Instructions for the task
In the listing below, count each line containing "roads" and answer with the count only.

Data to use
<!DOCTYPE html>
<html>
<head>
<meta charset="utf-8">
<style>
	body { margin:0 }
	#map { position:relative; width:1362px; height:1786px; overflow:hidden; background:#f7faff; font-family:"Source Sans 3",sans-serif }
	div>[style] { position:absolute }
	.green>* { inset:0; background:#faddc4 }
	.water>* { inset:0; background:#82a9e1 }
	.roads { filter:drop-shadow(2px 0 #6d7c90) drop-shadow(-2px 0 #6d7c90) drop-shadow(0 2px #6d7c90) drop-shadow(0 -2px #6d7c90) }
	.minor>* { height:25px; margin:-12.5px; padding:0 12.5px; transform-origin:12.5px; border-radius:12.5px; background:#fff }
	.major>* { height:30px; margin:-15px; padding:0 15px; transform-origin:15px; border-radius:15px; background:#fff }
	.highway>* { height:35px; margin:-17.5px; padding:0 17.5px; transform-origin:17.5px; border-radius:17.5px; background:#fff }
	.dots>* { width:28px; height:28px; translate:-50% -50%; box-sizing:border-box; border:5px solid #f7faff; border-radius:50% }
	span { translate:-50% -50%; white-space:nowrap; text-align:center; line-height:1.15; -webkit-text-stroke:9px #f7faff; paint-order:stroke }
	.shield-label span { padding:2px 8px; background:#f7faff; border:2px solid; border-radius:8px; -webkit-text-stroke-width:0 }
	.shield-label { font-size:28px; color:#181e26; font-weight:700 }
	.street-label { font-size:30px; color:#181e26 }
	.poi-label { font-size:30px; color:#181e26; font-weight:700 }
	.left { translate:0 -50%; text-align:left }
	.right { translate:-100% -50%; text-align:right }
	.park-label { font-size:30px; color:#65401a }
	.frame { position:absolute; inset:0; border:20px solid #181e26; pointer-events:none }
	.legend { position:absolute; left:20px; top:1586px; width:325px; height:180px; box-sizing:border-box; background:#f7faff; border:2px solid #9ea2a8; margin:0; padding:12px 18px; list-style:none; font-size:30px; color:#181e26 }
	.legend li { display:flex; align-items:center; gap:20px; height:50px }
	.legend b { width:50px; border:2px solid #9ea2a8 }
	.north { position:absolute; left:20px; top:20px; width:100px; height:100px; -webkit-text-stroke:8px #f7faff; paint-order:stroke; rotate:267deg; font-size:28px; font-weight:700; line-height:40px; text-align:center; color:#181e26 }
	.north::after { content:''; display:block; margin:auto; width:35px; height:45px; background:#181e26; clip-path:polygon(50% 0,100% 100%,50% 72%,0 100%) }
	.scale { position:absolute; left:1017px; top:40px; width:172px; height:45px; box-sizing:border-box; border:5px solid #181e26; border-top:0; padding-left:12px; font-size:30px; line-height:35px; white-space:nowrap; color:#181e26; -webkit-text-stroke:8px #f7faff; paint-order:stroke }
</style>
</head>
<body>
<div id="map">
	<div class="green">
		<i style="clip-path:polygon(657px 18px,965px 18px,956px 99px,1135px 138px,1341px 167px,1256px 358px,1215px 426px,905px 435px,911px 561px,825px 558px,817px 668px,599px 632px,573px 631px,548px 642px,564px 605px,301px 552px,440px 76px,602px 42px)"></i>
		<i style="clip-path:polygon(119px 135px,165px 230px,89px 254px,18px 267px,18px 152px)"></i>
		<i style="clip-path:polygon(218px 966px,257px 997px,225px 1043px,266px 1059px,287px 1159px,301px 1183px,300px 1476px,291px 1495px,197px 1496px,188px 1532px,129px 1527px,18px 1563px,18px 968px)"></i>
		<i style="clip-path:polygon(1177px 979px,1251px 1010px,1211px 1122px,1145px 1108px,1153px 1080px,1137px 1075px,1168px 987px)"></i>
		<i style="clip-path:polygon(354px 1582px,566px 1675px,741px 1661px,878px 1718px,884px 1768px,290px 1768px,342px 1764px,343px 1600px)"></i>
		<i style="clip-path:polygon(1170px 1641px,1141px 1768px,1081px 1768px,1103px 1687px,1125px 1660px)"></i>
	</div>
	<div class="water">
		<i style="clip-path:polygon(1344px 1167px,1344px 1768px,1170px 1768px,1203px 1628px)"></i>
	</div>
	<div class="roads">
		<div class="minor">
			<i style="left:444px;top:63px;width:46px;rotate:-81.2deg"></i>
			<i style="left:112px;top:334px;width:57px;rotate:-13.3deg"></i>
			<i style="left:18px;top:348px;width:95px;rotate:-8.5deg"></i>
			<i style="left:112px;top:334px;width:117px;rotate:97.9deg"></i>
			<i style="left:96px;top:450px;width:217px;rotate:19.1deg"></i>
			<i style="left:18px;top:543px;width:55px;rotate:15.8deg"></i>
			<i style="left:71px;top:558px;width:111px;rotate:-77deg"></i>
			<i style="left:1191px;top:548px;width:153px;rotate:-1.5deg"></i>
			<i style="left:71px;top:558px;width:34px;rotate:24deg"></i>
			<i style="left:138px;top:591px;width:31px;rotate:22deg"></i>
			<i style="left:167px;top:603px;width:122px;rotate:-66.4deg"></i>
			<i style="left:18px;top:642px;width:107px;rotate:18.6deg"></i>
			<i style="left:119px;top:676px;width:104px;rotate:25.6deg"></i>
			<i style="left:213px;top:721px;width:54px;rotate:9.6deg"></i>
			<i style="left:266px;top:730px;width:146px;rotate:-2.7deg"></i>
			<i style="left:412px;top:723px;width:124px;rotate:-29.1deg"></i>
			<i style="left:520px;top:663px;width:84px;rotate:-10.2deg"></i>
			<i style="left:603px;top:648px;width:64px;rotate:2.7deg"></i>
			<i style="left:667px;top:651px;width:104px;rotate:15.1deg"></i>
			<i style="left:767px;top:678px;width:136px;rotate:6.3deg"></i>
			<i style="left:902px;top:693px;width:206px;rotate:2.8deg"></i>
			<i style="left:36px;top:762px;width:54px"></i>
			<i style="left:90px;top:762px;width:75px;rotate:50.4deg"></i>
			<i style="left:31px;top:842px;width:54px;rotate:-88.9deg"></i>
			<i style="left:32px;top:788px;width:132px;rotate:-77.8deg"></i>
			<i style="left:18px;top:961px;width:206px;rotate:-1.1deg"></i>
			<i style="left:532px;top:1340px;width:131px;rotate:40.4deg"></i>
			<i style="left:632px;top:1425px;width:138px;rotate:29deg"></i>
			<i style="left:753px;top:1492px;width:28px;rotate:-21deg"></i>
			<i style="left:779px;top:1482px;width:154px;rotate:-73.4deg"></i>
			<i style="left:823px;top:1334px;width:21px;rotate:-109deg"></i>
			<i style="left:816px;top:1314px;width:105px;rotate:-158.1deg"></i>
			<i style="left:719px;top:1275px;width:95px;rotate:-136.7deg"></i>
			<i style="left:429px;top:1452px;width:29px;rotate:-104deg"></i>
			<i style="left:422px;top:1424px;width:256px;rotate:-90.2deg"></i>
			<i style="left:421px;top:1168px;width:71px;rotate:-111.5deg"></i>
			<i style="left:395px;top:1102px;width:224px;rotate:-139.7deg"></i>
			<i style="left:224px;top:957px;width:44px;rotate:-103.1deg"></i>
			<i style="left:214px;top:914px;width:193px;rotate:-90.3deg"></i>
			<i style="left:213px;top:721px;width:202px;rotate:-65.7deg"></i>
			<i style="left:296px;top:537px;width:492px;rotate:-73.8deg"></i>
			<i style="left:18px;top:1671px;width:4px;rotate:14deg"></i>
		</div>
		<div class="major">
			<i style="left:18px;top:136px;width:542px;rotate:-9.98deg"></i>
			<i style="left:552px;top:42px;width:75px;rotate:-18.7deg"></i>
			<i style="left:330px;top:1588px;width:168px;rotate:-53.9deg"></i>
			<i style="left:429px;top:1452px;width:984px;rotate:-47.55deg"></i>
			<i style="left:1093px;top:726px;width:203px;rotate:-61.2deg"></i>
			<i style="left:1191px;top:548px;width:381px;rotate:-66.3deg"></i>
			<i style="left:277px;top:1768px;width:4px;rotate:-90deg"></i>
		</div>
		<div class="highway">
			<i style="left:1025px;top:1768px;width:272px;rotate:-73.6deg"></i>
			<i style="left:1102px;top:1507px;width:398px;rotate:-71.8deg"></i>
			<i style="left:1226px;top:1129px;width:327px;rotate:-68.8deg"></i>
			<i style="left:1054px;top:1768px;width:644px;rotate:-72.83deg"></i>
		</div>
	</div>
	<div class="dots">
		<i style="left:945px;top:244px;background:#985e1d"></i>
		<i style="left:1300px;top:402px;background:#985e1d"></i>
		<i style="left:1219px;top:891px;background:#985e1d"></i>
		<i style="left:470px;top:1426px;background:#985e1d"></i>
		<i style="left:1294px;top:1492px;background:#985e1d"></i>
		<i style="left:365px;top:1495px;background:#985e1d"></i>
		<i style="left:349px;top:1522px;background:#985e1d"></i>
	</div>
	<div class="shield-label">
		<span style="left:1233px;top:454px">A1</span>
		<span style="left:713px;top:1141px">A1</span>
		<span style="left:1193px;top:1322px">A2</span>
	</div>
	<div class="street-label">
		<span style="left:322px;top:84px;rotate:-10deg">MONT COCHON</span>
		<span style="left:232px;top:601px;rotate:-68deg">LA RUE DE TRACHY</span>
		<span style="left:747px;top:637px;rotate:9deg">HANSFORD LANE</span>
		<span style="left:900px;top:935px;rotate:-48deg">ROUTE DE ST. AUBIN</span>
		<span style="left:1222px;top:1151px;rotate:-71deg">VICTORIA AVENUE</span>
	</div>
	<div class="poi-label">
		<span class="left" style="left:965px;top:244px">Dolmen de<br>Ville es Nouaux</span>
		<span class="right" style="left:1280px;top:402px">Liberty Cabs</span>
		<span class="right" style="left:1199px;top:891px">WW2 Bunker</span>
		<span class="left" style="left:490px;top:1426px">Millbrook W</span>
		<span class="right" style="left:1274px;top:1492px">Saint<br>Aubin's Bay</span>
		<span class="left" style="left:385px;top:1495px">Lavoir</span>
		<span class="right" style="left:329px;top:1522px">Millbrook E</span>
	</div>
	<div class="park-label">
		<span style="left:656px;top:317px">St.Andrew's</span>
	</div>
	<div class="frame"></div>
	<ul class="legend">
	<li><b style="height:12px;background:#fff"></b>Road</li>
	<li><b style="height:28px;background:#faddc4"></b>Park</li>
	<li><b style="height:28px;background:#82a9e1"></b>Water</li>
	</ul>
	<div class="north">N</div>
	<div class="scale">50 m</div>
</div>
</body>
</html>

Output below
2